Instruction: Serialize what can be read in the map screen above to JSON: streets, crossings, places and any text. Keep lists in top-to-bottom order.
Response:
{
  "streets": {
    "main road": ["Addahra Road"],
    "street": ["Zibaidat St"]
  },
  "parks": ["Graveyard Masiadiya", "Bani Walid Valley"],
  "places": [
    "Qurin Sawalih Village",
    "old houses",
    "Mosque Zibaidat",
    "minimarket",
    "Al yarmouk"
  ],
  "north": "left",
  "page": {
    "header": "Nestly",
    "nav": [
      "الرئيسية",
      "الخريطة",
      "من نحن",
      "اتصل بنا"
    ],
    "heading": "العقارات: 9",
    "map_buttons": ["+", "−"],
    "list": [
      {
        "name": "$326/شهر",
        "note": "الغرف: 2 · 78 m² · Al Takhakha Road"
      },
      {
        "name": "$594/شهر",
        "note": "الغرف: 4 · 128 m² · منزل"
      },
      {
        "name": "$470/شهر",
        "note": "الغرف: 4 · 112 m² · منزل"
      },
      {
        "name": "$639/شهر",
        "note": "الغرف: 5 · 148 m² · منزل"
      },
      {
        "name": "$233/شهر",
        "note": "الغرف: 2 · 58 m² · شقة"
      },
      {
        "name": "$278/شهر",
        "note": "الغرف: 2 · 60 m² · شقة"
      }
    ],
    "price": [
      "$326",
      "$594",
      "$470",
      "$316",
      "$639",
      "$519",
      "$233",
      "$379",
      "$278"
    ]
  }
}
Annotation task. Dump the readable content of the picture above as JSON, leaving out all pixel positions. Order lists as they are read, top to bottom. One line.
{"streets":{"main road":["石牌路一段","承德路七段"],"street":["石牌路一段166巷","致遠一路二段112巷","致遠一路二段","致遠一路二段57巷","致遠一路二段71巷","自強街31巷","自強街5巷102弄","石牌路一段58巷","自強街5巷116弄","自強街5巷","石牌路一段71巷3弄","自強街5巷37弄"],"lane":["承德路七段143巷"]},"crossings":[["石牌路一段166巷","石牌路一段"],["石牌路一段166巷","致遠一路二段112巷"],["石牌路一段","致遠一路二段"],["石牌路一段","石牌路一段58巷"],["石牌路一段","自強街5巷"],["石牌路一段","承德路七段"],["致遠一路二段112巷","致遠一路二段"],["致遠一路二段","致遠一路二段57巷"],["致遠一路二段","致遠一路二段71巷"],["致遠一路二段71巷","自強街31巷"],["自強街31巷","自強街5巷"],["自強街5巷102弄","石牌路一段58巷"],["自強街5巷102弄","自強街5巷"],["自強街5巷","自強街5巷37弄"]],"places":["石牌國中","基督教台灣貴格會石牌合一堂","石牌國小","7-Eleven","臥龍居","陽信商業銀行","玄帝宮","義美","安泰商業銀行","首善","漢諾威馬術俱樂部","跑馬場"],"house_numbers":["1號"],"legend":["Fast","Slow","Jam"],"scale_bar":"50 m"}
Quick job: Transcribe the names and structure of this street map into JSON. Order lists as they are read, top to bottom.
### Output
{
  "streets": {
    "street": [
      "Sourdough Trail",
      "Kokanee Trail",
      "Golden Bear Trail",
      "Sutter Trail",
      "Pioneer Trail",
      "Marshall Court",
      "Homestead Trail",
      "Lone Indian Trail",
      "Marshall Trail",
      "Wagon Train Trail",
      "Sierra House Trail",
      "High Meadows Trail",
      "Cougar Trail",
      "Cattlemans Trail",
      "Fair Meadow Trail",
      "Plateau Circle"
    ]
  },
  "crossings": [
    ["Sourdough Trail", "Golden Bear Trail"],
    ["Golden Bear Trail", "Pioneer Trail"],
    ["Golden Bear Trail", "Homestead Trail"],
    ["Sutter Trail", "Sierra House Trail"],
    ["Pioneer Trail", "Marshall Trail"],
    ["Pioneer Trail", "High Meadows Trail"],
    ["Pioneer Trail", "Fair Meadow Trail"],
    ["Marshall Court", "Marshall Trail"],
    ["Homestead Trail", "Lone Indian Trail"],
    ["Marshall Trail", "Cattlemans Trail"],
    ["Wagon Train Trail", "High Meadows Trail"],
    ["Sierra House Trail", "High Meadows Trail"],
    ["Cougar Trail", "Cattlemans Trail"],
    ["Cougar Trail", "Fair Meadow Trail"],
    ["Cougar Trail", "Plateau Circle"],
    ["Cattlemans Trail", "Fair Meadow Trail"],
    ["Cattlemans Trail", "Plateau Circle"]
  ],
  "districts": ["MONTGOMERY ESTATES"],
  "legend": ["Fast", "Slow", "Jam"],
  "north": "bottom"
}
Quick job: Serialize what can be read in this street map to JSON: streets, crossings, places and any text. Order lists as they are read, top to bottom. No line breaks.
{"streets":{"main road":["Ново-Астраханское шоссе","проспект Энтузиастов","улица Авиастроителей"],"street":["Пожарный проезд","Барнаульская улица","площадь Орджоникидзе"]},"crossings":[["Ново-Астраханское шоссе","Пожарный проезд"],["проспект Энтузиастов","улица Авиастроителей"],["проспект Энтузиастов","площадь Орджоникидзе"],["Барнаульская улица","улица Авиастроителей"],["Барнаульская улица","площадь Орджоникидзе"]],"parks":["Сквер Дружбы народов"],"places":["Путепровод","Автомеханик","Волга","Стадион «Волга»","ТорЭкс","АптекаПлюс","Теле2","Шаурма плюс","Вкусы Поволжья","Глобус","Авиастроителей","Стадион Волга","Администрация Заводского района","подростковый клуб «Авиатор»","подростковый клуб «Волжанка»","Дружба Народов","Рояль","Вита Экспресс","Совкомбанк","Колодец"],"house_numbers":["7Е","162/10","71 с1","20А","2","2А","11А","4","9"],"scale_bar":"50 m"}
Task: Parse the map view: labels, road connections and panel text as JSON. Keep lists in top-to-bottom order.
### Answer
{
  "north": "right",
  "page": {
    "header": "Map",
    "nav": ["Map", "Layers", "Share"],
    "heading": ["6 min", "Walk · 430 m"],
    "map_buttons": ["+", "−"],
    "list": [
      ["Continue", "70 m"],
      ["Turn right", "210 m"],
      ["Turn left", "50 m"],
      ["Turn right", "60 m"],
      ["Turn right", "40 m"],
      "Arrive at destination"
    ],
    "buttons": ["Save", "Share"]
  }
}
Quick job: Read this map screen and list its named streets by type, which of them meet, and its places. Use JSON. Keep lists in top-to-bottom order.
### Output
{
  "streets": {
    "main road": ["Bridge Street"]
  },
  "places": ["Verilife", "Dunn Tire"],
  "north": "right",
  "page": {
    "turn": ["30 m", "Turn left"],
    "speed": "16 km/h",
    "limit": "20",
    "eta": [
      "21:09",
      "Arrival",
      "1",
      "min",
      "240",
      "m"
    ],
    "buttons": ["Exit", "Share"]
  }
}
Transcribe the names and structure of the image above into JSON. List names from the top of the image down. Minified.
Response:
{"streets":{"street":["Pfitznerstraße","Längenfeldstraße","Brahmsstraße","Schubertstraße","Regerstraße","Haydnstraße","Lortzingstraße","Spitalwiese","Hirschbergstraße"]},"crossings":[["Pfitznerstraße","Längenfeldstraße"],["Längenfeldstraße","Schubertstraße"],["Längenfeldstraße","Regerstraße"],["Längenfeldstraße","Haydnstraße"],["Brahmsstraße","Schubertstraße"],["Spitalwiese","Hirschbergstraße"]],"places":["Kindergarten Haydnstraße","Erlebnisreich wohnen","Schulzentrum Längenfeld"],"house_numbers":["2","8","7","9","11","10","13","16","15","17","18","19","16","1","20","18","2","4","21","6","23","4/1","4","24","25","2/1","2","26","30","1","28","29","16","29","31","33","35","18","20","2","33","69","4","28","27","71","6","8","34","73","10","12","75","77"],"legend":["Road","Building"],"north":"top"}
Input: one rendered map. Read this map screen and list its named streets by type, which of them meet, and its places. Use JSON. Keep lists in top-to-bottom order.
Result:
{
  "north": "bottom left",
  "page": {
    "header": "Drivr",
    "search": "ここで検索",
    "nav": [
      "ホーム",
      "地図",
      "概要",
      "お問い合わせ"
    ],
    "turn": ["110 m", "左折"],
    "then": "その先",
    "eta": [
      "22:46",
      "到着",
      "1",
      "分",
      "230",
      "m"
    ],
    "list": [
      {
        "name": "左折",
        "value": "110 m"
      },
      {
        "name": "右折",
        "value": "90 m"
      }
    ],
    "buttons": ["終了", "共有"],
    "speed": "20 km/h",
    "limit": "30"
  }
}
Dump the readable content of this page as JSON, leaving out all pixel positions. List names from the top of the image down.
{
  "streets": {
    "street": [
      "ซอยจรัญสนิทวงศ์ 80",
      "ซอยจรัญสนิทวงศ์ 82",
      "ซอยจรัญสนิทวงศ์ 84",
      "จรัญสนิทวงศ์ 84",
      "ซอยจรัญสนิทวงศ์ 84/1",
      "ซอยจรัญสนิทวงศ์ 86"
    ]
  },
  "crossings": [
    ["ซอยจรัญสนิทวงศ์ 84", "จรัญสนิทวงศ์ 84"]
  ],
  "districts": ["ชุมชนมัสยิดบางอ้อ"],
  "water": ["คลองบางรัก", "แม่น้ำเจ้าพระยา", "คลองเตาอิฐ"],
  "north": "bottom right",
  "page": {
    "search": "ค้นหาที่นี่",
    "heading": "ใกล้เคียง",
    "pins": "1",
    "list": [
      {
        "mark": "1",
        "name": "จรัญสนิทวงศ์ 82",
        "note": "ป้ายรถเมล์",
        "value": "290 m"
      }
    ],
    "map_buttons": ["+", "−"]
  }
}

········

**Exercise**: For every line of the entries holding the string "type", add one to a tally; give the final figure only.

**Response box**: 2